Overview

KernelCI API and Pipeline Overview

API architecture

The main building blocks of the API are put together this way:

graph TD
  api(FastAPI)
  pubsub(Pub/Sub) --- api
  redis(Redis) --- pubsub
  models(Pydantic) --- api
  db(MongoDB) --- models

  storage(Storage)
  storage --- ssh(SSH)
  storage --- http(HTTP)

  api --> client
  ssh --> client
  http --> client

The client component can be a number of things. Each service in the pipeline is a client, and there could be extra standalone ones too. They interact via the API and the storage services separately. By default, storage is provided by SSH for uploads and HTTP for downloads. Production deployments may use alternative solutions, as long as all the binaries are accessible via direct HTTP URLs.

Why a new API?

The new KernelCI API is a work-in-progress to replace the current backend used in production, which has several limitations. In particular, the previous backend API:

  • was written in Python 2.7, which has now reached end-of-life
  • has a monolithic design with many built-in features (regression tracking, email reports, parsing test results directly from LAVA labs…)
  • uses Celery for asynchronous request handling, whereas modern Python can do this natively
  • has no pub/sub mechanism, orchestration relies on an external framework (i.e. Jenkins)

To overcome these limitations, the new API has the following characteristics:

  • based on FastAPI to provide native asynchronous request handling, data model validation using Pydantic, automatically generated documentation with OpenAPI. See also the OpenAPI JSON description.
  • Pub/Sub mechanism via the API, with Redis to manage message queues.

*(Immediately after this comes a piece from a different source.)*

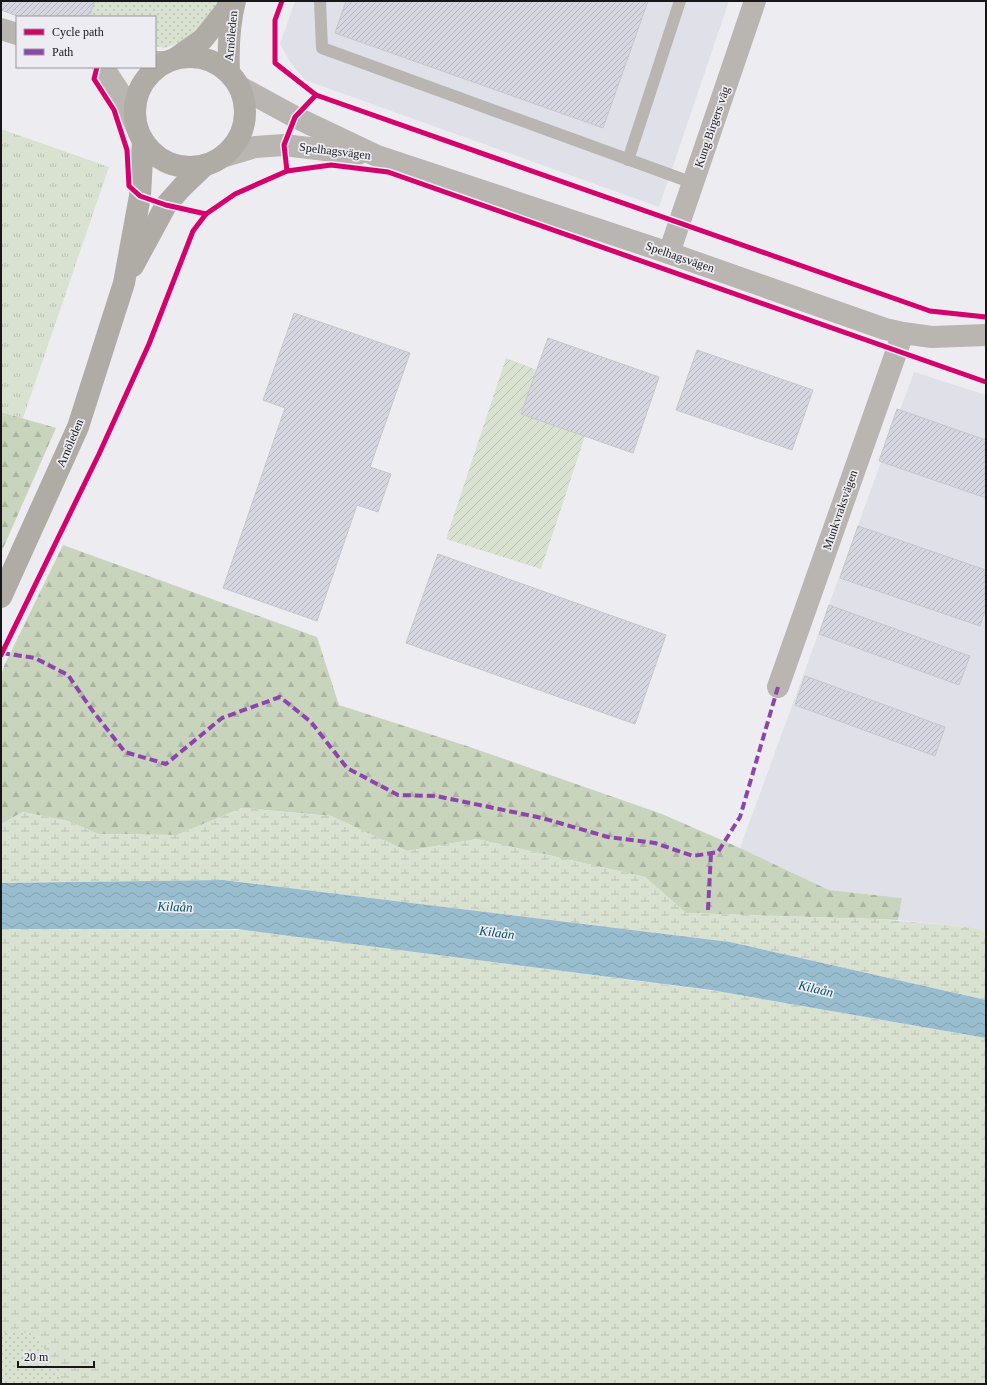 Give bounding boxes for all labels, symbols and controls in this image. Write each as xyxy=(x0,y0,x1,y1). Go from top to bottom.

This can now be used to coordinate client-side functions and recreate a full modular pipeline with no additional framework
  • CloudEvent for the formatting of Pub/Sub events
  • is written for Python 3.10
  • relies on JWT authentication for inter-operability with other services
  • treats storage entirely separately from the API which purely handles data. An initial storage solution is provided using SSH for sending files and HTTP for serving them.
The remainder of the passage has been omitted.